Stored data
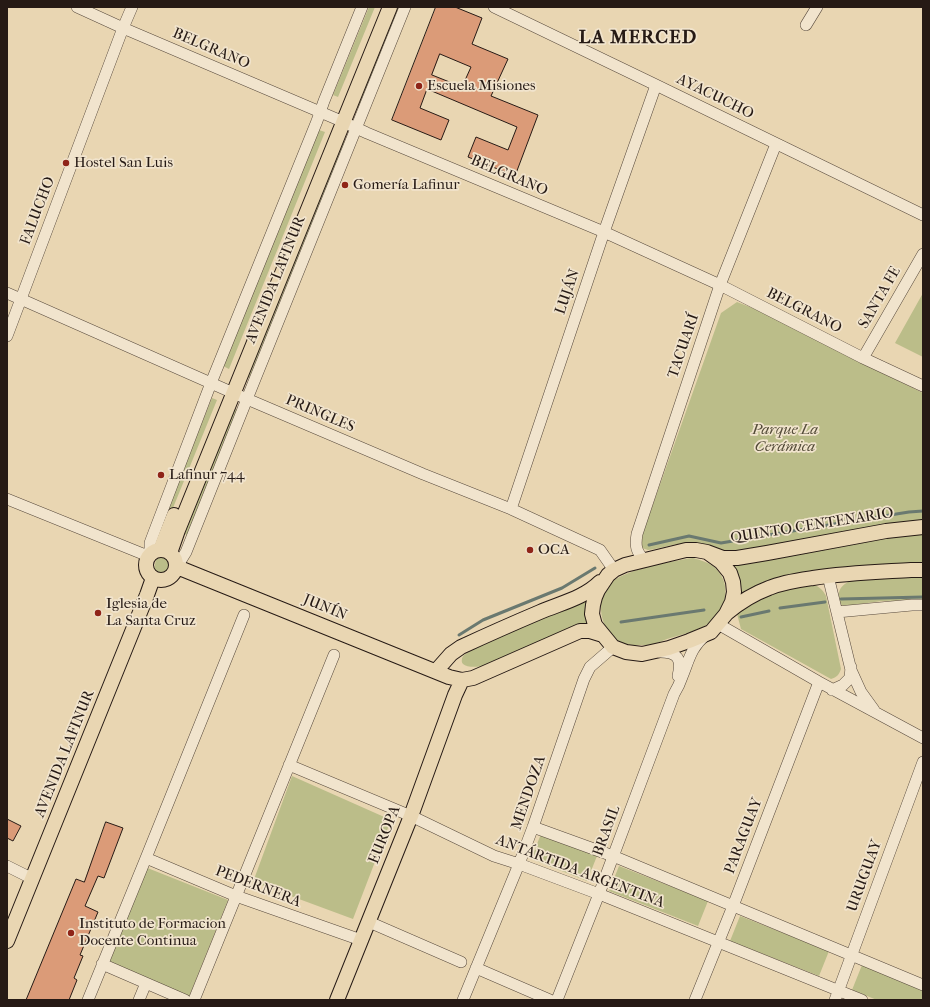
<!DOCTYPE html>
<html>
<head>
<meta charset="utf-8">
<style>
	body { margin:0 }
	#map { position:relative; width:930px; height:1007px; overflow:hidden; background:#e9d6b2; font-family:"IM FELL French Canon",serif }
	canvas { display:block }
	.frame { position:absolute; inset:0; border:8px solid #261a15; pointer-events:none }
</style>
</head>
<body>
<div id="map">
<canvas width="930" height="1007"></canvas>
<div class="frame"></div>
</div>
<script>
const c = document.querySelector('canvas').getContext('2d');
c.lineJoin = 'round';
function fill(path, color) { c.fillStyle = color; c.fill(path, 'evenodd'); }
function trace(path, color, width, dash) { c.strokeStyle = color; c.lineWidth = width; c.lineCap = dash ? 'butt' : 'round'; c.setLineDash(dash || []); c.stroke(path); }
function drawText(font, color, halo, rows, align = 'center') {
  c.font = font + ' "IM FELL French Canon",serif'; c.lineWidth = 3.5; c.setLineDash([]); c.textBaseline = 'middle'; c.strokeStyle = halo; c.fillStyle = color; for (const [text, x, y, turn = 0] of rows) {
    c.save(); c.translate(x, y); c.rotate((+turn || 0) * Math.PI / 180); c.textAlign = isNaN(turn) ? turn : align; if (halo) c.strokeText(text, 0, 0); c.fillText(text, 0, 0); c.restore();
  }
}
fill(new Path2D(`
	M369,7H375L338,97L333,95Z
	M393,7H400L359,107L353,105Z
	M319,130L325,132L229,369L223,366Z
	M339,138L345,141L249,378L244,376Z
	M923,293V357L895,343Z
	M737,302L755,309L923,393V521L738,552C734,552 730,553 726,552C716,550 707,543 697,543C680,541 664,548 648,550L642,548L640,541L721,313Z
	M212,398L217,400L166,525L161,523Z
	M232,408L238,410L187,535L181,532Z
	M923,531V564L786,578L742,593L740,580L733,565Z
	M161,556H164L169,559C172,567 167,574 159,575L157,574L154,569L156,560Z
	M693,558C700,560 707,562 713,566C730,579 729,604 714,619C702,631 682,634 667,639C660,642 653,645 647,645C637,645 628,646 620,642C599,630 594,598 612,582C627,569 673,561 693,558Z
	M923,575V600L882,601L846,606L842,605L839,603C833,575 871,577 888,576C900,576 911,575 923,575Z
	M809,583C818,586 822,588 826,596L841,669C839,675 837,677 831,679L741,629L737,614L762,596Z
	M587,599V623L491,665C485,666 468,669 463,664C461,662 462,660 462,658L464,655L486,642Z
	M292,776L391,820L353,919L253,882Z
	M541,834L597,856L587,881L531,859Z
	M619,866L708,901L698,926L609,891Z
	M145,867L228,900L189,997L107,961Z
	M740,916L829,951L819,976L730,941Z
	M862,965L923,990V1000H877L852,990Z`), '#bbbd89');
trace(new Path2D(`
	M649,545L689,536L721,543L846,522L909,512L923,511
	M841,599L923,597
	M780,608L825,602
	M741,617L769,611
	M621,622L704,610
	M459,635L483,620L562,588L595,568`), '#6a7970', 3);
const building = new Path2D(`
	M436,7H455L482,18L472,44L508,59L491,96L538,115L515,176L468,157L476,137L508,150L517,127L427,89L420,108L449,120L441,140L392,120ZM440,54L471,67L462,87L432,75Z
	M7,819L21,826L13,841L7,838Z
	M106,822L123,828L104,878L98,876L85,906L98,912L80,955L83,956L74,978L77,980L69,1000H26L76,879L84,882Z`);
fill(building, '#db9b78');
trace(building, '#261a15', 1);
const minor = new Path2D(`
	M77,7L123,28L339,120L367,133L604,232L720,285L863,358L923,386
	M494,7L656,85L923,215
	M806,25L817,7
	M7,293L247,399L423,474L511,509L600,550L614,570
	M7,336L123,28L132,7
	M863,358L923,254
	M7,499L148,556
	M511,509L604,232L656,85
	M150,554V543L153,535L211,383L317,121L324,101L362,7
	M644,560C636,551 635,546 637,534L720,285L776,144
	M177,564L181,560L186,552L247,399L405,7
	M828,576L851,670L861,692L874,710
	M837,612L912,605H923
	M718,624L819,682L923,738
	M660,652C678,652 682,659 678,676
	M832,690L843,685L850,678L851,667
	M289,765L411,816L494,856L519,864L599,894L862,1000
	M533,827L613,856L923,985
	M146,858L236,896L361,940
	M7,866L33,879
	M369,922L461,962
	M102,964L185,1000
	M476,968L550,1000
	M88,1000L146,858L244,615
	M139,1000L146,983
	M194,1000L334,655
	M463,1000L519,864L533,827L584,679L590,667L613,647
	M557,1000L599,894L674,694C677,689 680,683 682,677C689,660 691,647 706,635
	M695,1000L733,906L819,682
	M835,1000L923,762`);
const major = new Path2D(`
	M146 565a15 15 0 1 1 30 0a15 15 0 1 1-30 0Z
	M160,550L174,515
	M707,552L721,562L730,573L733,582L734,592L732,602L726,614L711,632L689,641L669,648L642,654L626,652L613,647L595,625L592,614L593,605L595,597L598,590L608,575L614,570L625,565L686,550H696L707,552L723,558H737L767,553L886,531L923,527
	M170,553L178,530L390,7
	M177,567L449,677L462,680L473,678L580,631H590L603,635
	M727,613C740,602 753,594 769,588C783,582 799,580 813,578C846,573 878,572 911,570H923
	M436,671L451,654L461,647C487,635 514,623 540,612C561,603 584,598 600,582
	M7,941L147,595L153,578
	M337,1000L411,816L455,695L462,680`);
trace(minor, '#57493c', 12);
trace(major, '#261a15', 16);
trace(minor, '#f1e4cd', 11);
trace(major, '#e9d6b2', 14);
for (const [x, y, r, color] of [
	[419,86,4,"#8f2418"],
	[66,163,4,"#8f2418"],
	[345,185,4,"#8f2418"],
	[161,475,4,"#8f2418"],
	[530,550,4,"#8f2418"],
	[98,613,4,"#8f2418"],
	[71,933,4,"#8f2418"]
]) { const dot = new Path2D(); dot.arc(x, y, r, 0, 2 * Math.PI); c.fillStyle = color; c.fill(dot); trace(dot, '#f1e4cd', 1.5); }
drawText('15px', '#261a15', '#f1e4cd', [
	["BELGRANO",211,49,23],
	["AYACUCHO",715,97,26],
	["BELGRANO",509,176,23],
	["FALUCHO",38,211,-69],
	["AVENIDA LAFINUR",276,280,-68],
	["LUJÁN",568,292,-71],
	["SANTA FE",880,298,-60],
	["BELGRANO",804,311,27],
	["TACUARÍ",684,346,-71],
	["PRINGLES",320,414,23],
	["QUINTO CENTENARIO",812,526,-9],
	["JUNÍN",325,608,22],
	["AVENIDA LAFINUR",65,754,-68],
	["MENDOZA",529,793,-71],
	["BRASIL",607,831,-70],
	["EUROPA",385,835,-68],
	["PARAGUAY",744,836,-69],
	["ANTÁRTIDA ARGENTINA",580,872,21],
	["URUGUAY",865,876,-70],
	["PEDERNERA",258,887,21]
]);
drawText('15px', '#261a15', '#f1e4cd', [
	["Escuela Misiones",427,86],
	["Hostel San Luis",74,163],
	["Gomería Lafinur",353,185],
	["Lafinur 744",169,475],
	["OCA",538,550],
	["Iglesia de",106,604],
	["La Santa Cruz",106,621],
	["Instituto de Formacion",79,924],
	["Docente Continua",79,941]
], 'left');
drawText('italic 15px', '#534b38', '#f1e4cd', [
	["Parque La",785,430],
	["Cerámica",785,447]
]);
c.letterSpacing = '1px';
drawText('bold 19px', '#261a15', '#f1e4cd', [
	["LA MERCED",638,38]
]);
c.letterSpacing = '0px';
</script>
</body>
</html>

[About this exercise] Search the records for the word "canvas", then list every line that has it.

[Result of this exercise]
	canvas { display:block }
<canvas width="930" height="1007"></canvas>
const c = document.querySelector('canvas').getContext('2d');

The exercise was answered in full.